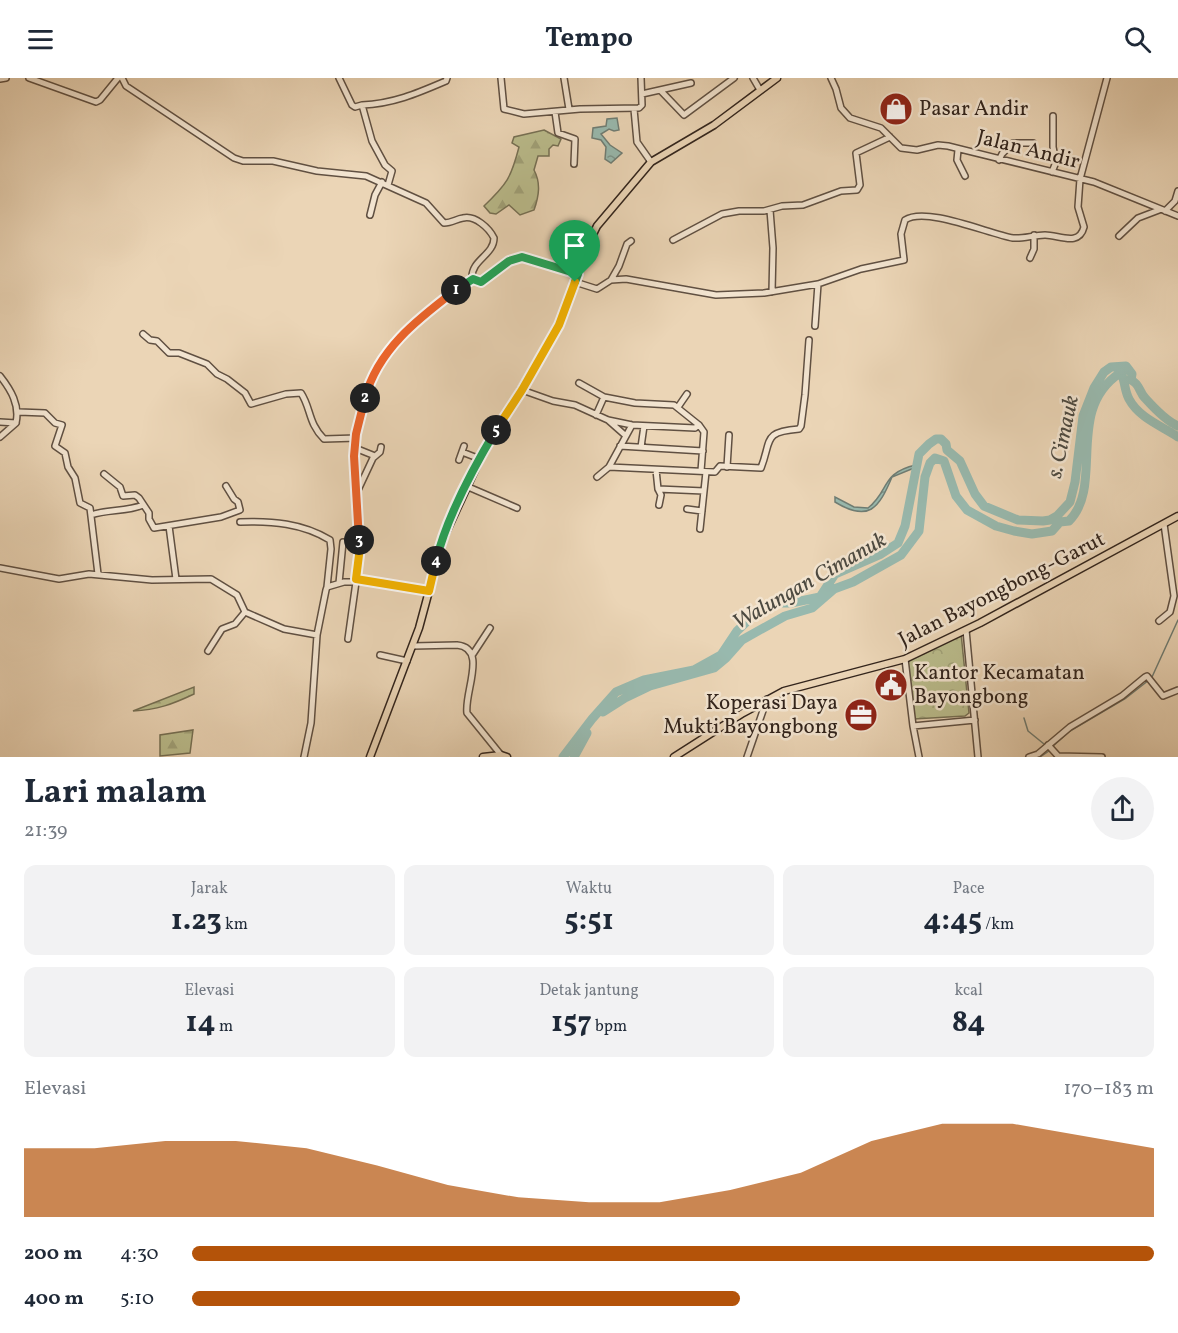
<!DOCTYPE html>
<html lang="id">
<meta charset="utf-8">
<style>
:root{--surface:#fff;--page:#f2f2f3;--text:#1f2937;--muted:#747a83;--accent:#b45309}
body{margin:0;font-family:Vollkorn,serif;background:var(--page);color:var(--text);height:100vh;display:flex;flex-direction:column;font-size:22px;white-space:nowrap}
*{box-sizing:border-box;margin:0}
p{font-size:20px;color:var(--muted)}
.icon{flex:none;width:33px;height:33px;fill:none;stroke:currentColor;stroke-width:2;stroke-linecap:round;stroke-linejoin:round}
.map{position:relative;height:679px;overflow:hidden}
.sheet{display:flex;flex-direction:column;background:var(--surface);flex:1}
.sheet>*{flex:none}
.pin{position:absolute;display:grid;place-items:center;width:51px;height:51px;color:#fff;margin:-62px -26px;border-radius:50% 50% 50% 0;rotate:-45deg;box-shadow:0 0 6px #0007}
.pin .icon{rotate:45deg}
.km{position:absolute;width:30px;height:30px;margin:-15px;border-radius:50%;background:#222;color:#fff;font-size:16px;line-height:30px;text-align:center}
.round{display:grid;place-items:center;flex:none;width:63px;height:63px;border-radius:32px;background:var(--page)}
.head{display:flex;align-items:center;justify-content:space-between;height:102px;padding:0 24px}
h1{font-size:33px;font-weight:700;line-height:45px}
.metrics{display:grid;grid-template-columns:repeat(3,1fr);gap:9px;height:102px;padding:6px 24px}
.metrics div{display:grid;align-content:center;border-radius:12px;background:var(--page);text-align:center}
.metrics b{font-size:30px;font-weight:700}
.metrics small{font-size:16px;font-weight:400}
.metrics p{font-size:16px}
.chart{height:168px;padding:12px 24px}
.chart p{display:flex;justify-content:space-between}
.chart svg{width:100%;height:108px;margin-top:6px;fill:var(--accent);opacity:.7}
ul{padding:0 24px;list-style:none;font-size:20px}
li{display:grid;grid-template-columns:96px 72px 1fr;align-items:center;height:45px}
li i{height:15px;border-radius:8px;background:var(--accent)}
header{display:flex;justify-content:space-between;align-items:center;height:78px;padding:0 24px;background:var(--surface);font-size:27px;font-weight:700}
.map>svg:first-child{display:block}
</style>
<header><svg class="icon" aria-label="menu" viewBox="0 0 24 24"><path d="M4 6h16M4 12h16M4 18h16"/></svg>Tempo<svg class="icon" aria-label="search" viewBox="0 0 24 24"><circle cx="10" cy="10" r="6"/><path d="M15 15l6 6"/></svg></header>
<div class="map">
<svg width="1178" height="679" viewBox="0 0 1178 679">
<defs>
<pattern id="forest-firs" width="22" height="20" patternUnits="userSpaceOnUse" patternTransform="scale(1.5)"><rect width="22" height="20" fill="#babc8c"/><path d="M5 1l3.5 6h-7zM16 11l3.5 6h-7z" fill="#a0a178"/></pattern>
<pattern id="park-crowns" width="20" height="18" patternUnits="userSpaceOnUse" patternTransform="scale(1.5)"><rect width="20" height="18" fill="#babc8c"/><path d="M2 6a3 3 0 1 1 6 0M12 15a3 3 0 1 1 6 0" fill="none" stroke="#a0a178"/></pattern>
<pattern id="water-ripples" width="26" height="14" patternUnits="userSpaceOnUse" patternTransform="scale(1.5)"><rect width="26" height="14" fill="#98b9ae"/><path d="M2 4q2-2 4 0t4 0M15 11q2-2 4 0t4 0" fill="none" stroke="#7d968d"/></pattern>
</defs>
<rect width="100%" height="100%" fill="#ebd5b6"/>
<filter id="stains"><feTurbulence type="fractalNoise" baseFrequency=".00333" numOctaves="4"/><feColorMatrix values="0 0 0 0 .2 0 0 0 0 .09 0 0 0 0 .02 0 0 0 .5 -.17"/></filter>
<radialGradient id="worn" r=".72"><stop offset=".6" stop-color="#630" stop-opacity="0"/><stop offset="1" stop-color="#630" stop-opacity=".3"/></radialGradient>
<path fill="url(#forest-firs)" stroke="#767054" stroke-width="1.5" d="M544,52L561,61L558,68L553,67L549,71V78H538L534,92C541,105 539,118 534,132L520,137L509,127L496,136L490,135L484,128C507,106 511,100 519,69L512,65L514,59Z
M194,609V616C173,626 157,632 133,633Z
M193,652L190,675L160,678V657Z"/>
<path fill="url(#park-crowns)" stroke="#767054" stroke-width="1.5" d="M961,555L969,635L965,638L914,641L905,580Z"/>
<path fill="url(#water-ripples)" stroke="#6f7d74" stroke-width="1.5" d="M617,40L619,52L614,53L609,51L601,56L610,67L622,75L611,85L605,81L606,69L601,62L592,60L593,50L606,48L607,41Z
M916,387V395L914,390L892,399C879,430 869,445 835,424V419L854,429L868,430C890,413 880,395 916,387Z"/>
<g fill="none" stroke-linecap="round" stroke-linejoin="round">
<path stroke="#6f7d74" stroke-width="1.5" d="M1152,599L1178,542
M1024,640L1028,653L1044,666
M1052,669L1070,653L1126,620L1149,602
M1040,679L1049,673"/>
<path stroke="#98b9ae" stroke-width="9" d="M603,634L625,620L650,608L714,590L726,580L742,562L785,538L812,530L834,511L853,504L901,477L919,453L925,399L930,385L935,380L944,383L956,418L967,432L996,448L1014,453L1032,456L1052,453L1060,444L1069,443C1105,407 1064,332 1120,295L1122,297C1125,305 1125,314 1129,321C1139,340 1162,348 1178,359
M563,679L592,641L616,614L644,602L694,592L721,577L737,553L758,533L773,525H791L820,519L835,496L881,476L898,465L905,448L919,376L929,366L936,361H941L946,366L947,372L960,383L975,416L984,428L1018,442L1043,443L1050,442L1057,438L1070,424L1075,404L1083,338L1094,310L1104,294L1111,289L1126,288L1132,296L1131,302C1140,306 1139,314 1145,320C1154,330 1166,343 1178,348
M574,679L587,655"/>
<defs>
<path id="minor" d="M29,0L96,24L100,22L118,0
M122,0L126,8L234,80L243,83H273L317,93L366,98L426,125L444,145C452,145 456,141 463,140C475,137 489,150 494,160C494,177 471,182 472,200L477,204H481L509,183L522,179L578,196
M339,0L352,27L355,29L362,27
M501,0L504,31L524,36L580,31L639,30L642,27L641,0
M564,0L569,31
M753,0L760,12
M831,0L836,11L841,30L850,40L881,50L901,70L917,72L938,67L948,68L1094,104L1178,138
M0,1L6,0
M661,13L684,37L734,0
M642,16L691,5
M634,31L637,64L651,84
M555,34L558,55L575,61L574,86
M958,72L957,82L965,98
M999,82L1002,76L1013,65H1033
M1052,94L1056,84L1053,69V38
M388,107L392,93L385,87L372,63L362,27C393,26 418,15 446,3L447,0
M770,132L773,170L772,214
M1165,133L1175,123L1178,113
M370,137L375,117L382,104
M1119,158L1138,140L1159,132
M673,162L722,136L739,133H764L782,128L803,127L841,113L857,112L860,107L856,75L890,59
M1030,180L1034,171V157
M611,202L619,188L627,166L631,163
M575,204L597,211L611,202L626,201L716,217L764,215L818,206L861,191L904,182L901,156L905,142C926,128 989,156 1013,160C1023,161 1034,157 1045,157C1059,157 1079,169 1084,149L1078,129L1080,101L1107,0
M815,248L818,206
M143,256L150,262L157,263L169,275H179L207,286L217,296L227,301L245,315L251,326L286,316L301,315C311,330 308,345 324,361L357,360
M0,298C11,312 20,327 16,345L0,344
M522,312L553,323L575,327L608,342L632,347L695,350L699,347L674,327L635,325L604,319L579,305
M678,329L687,316
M19,334L45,335L55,345L62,347L55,368L65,375L68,389L75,400L80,425L90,430L98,496
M596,337L604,319
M609,343L626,358
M699,347L704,354L701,393
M0,359L16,345
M620,368L703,373
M641,369L644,348
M355,370L375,378
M462,374L480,381
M459,382L464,368
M609,389L715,394L720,388L761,390C772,362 762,354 799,351L801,348L805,317L809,262
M727,389L729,357
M656,392L658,411L661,417L659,427
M104,396L120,409L123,418L135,417L139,420L149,435V441L154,450L221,439L240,432L238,424L234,421L226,408
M597,399L609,389L632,347
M466,408L517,430
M658,411L704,413
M358,412L373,380L380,374L381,369
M687,431L702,433
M91,437C108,431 126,434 143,427
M240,444C272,443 302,445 330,462L331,471L327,509
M169,448L176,501
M700,451L706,394
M0,490L59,501L89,496L152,502L211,501L237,517L245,534L235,546L222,551L208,573
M356,501L429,513
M339,505L343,464
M245,534L284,551L317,557
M1159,543L1170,534L1174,518L1164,446
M966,552L978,679
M348,561L356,504
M413,568L457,567C488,570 464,614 467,635L501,677
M473,576L490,550
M380,577L407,583
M905,581L913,648L919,679
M913,648L975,642
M1048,667L1058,678L1102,679
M304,679L311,645L317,557L326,512L327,509L344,504H356L360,469L357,454L358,425L354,378L356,356L366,315L382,282L395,263L441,224L473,201
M747,679L767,621
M1029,679L1038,676L1070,649L1122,618L1145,599L1147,598L1163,618L1178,612"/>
<path id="major" d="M370,679L419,550L443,461L480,381L559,247L578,196L583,177L597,148L651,84L714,47L777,0
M483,679L501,677L507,679
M674,679L743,635L784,613L905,581L980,545L1178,438"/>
</defs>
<use href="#minor" stroke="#605042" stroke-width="8"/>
<use href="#major" stroke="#32241c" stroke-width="9"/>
<use href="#minor" stroke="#f2e4d0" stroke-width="5"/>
<use href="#major" stroke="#ebd5b6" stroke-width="6"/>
</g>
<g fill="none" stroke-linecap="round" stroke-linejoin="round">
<defs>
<path id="split-1" d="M456,212L473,201L481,204L509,183L522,179L578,196L575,204"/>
<path id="split-2" d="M365,320C378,271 418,241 456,212"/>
<path id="split-3" d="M359,462L354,378L356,356L365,320"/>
<path id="split-4" d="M359,462L360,469L356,501L429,513L436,483"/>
<path id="split-5" d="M436,483C447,438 472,392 496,352"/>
<path id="split-6" d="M496,352L522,312L559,247L575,204"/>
</defs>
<use href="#split-1" stroke="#fff" stroke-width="12"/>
<use href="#split-2" stroke="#fff" stroke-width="12"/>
<use href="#split-3" stroke="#fff" stroke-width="12"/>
<use href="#split-4" stroke="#fff" stroke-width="12"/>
<use href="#split-5" stroke="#fff" stroke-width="12"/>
<use href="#split-6" stroke="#fff" stroke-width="12"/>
<use href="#split-1" stroke="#22a559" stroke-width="8"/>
<use href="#split-2" stroke="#f0652b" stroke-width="8"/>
<use href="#split-3" stroke="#f0652b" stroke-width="8"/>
<use href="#split-4" stroke="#f5b400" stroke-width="8"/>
<use href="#split-5" stroke="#22a559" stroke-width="8"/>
<use href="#split-6" stroke="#f5b400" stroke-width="8"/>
</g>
<defs>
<symbol id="shop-disc" viewBox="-11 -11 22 22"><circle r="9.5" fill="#8f2418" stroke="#f2e4d0"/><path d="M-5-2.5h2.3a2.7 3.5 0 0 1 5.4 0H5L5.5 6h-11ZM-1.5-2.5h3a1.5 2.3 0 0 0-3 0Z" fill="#fff"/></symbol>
<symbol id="civic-disc" viewBox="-11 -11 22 22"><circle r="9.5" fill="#8f2418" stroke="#f2e4d0"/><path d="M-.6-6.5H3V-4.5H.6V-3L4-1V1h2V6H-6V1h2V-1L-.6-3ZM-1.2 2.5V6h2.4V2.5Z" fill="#fff"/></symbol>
<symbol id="office-disc" viewBox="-11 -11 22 22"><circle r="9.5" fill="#8f2418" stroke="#f2e4d0"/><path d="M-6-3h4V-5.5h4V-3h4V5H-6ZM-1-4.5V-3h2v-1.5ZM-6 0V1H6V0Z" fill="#fff"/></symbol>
</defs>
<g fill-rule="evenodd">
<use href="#shop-disc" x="877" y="12" width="38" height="38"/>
<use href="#civic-disc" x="872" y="588" width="38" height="38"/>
<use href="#office-disc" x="842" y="618" width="38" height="38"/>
</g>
<g text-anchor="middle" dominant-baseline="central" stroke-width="5" stroke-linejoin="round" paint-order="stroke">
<g font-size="21" fill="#32241c" stroke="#f2e4d0" text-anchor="start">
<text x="919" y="31">Pasar Andir</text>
<text x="914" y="595">Kantor Kecamatan<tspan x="914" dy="24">Bayongbong</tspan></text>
<text x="838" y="625" text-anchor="end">Koperasi Daya<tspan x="838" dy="24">Mukti Bayongbong</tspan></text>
</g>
<g font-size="21" fill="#32241c" stroke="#f2e4d0">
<text transform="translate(1028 72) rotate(14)">Jalan Andir</text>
<text transform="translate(1002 512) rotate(-27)">Jalan Bayongbong-Garut</text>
</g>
<g font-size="22" font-style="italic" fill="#4c4940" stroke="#f2e4d0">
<text transform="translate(1064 359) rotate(-78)">s. Cimauk</text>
<text transform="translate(810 504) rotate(-30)">Walungan Cimanuk</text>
</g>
</g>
<rect width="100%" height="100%" filter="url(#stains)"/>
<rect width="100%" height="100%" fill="url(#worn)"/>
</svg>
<div class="pin" style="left:575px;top:204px;background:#1e9e55"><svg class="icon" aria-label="arrive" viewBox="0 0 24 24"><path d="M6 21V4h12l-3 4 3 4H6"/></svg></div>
<b class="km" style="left:456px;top:212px">1</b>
<b class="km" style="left:365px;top:320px">2</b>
<b class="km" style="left:359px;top:462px">3</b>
<b class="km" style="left:436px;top:483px">4</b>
<b class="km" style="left:496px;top:352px">5</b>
</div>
<section class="sheet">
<div class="head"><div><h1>Lari malam</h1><p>21:39</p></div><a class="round"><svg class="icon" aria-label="share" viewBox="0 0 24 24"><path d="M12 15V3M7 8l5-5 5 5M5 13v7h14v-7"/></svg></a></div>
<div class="metrics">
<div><p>Jarak</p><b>1.23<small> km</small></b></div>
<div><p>Waktu</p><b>5:51</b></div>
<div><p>Pace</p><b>4:45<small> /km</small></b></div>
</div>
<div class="metrics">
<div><p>Elevasi</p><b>14<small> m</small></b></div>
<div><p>Detak jantung</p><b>157<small> bpm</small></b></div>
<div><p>kcal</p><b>84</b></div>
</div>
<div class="chart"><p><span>Elevasi</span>170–183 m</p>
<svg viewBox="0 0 160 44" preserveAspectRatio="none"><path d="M0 44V16L10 16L20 13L30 13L40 16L50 23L60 31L70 36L80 38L90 38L100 33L110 26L120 13L130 6L140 6L150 11L160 16V44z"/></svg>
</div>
<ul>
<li><b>200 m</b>4:30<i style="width:100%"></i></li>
<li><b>400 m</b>5:10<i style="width:57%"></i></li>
</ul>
</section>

──────────

* Exercise requirements: Lines in the listing above that contain the word "direction" must be copied; leave out the rest.

* Your response:
body{margin:0;font-family:Vollkorn,serif;background:var(--page);color:var(--text);height:100vh;display:flex;flex-direction:column;font-size:22px;white-space:nowrap}
.sheet{display:flex;flex-direction:column;background:var(--surface);flex:1}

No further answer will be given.